▸ Material shown
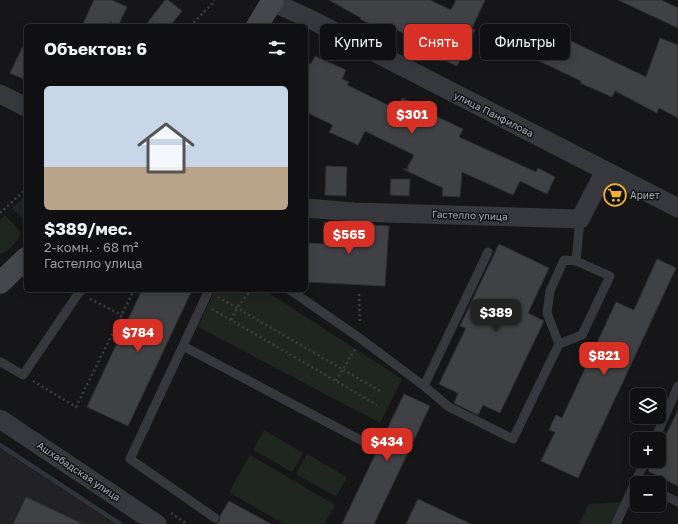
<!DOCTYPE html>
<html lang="ru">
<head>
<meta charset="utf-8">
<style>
	:root { --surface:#101012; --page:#19191b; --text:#f1f3f6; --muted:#9c9d9f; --line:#303032; --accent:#d93025 }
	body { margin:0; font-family:"Golos Text",sans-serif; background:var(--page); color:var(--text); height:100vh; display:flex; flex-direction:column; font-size:15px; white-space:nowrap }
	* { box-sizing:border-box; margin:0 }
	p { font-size:13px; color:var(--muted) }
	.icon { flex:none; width:22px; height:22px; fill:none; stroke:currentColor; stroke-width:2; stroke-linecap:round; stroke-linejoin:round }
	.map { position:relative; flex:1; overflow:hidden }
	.sheet { position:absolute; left:24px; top:24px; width:284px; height:268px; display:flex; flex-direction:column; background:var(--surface); border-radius:6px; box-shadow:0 2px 10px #0003,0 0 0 1px var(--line) }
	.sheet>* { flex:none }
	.hud { position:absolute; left:320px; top:24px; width:298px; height:36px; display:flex; gap:8px }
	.controls { position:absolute; left:630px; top:388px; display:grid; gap:8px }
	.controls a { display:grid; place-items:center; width:36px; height:36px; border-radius:6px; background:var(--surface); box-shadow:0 2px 10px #0003,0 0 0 1px var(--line); font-size:20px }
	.price { position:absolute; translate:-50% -34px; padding:0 9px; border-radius:8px; background:var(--accent); color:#fff; font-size:13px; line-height:26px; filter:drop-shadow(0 1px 2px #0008) }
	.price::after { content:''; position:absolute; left:50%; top:24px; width:12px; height:9px; margin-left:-6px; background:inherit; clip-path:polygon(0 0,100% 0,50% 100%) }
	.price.selected { background:#222; color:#fff }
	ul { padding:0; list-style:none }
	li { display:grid; align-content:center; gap:8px; height:212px; padding:0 20px }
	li+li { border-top:1px solid var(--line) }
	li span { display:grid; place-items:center; height:124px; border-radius:6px; color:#555 }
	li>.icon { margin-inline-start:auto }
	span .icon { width:72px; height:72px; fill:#fffc; stroke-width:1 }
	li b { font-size:17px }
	h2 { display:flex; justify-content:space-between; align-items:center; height:48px; padding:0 20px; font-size:17px }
	.tag { padding:0 14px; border-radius:6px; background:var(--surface); box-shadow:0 2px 10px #0003,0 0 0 1px var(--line); font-size:14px; line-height:36px }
	.tag.selected { background:var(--accent); color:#fff }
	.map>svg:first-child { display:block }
</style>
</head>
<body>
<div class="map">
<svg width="678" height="524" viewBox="0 0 678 524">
	<rect width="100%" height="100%" fill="#161618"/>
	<!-- built -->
	<polygon fill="#222225" points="0,448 115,524 0,524"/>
	<!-- green -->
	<g fill="#1e261f">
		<polygon points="26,195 26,222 12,208"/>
		<path d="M5,215l13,14 2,4c-1,8 -12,19 -20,21v-34z"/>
		<polygon points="215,290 264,290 402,379 380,423 198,327"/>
		<polygon points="264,430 303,453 292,472 253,450"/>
		<polygon points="307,454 347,477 336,497 296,474"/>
		<polygon points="250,455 335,505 324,524 284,524 229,492"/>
		<polygon points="625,502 615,524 579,524 589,504"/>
	</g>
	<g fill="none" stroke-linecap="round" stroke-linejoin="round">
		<!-- stream -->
		<polyline stroke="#2c353c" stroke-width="4.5" points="0,445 120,524"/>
	</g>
	<!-- building -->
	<g fill="#404145" stroke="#303034">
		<polygon points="94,0 112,0 127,7 118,26 110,22 108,26 82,26"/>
		<polygon points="165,0 168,0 182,11 170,26 145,26"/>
		<polygon points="329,0 430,0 451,10 456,0 485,0 472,28 475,30 457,66 431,54 434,47 388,26 385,31 360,19 361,18"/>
		<polygon points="618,0 661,0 678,8 678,28"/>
		<polygon points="546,29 646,77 660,38 678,45 678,118 659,108 657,113 615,91 612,97 580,83 581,81 533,58"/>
		<polygon points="26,40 26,80 10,73"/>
		<polygon points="315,56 346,70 342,79 349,82 347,85 396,109 402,98 426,109 425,111 463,129 459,137 536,172 538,168 555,177 547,194 520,181 513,195 462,172 460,197 442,196 443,188 403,169 409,169 407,168 414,155 365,131 358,145 329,132 333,125 306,112 306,62 311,64"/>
		<polygon points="326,166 347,167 346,196 325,195"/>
		<polygon points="391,179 410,179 409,196 390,195"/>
		<polygon points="324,222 389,226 385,286 306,282 306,243 323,244"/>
		<polygon points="499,244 549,268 528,313 544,321 500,413 483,405 478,415 454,403 458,393 439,384 466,328 460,326"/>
		<polygon points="657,259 676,268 578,478 541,461 555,432 549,430 556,415 562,418 616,302 634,310"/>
		<polygon points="142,290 192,290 128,426 87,407"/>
		<polygon points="404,394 430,406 374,524 342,524"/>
		<polygon points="678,410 678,486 648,471 653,461 659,461 659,449"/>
		<polygon points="26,497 83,524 13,524"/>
		<polygon points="418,499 471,524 406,524"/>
		<polygon points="229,501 271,524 216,524 220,521 220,516"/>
	</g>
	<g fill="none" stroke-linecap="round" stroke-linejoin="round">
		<!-- path -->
		<g stroke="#3d3f44" stroke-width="2.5" stroke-dasharray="2 3" stroke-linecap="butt">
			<polyline points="190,26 212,4 214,0"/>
			<polyline points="0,213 26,189"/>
			<polyline points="359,294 360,323"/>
			<polyline points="218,297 380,391"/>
			<polyline points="90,299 122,315"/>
			<polyline points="212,309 377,405"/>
			<polyline points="231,320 237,308 251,290"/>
			<polyline points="33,381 76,407 134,290"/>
			<polyline points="336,381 355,349"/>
			<polyline points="171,513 187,524"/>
		</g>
		<!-- lane -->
		<g stroke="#37383d" stroke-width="9">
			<polyline points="576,261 580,219"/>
			<polyline points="209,290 130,459 215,518"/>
			<polyline points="290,290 361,339 424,386 449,407 513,439 559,344 582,335 610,276 576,261 564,260 550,291 547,313 559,344"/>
			<polyline points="183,346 368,444"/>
			<polyline points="1,362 23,375 78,294 82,290"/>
			<polyline points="424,386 488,252"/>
			<polyline points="655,439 678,386"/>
			<polyline points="659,493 678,502"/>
			<polyline points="616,524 645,461"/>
		</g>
		<!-- street -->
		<g stroke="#37383d" stroke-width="19">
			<polyline points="272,2 308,18 678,208"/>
			<polyline points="0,94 26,107"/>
			<polyline points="306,208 354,212 580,219 605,171"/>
			<polyline points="0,419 157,524"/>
		</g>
		<!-- secondary -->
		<g stroke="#45474d" stroke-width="22">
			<polyline points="257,26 273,0"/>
			<polyline points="0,283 26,258"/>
		</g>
	</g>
	<!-- icons -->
	<defs>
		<g id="supermarket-ring" transform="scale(1.15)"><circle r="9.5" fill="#111113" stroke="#f2b134" stroke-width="1.5"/><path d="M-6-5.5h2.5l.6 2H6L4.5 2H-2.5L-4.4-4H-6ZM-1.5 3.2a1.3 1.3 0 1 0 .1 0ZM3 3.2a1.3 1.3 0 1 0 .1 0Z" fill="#f2b134"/></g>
	</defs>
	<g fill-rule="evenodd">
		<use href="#supermarket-ring" x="615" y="195"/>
	</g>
	<g text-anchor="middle" stroke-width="3" stroke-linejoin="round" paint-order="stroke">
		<!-- street labels -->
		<g font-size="10" fill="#a8adb8" stroke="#111113">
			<text transform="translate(494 114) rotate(27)" y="4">улица Панфилова</text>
			<text transform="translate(470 215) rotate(2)" y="4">Гастелло улица</text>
			<text transform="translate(79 471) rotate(34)" y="4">Ашхабадская улица</text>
		</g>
		<!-- poi labels -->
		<g font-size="10" fill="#a8adb8" stroke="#111113" text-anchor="start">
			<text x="630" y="199">Ариет</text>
		</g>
	</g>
</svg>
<div class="controls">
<a><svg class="icon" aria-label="layers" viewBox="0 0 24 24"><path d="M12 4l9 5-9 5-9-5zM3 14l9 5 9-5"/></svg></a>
<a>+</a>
<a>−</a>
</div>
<b class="price" style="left:412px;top:135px">$301</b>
<b class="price" style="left:349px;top:255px">$565</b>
<b class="price selected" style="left:496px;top:333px">$389</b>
<b class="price" style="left:138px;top:353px">$784</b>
<b class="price" style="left:604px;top:376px">$821</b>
<b class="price" style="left:387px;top:462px">$434</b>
<div class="hud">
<a class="tag">Купить</a>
<a class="tag selected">Снять</a>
<a class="tag">Фильтры</a>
</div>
<section class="sheet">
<h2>Объектов: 6<svg class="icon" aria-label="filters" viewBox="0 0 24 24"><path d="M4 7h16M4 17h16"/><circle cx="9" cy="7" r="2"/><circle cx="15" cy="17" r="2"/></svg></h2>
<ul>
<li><span style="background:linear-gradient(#c9d6e8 65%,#b9a48a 0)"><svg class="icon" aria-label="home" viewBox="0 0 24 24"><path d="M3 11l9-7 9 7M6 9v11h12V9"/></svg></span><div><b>$389/мес.</b><p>2-комн. · 68 m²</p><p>Гастелло улица</p></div></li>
</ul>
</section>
</div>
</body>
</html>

▸ Work to be completed
Quote the data above from the line containing "content:''; position:absolute; left:50%;" to the line containing "width:72px; height:72px; fill:#fffc;", inclusive, and stop.

▸ Task result
	.price::after { content:''; position:absolute; left:50%; top:24px; width:12px; height:9px; margin-left:-6px; background:inherit; clip-path:polygon(0 0,100% 0,50% 100%) }
	.price.selected { background:#222; color:#fff }
	ul { padding:0; list-style:none }
	li { display:grid; align-content:center; gap:8px; height:212px; padding:0 20px }
	li+li { border-top:1px solid var(--line) }
	li span { display:grid; place-items:center; height:124px; border-radius:6px; color:#555 }
	li>.icon { margin-inline-start:auto }
	span .icon { width:72px; height:72px; fill:#fffc; stroke-width:1 }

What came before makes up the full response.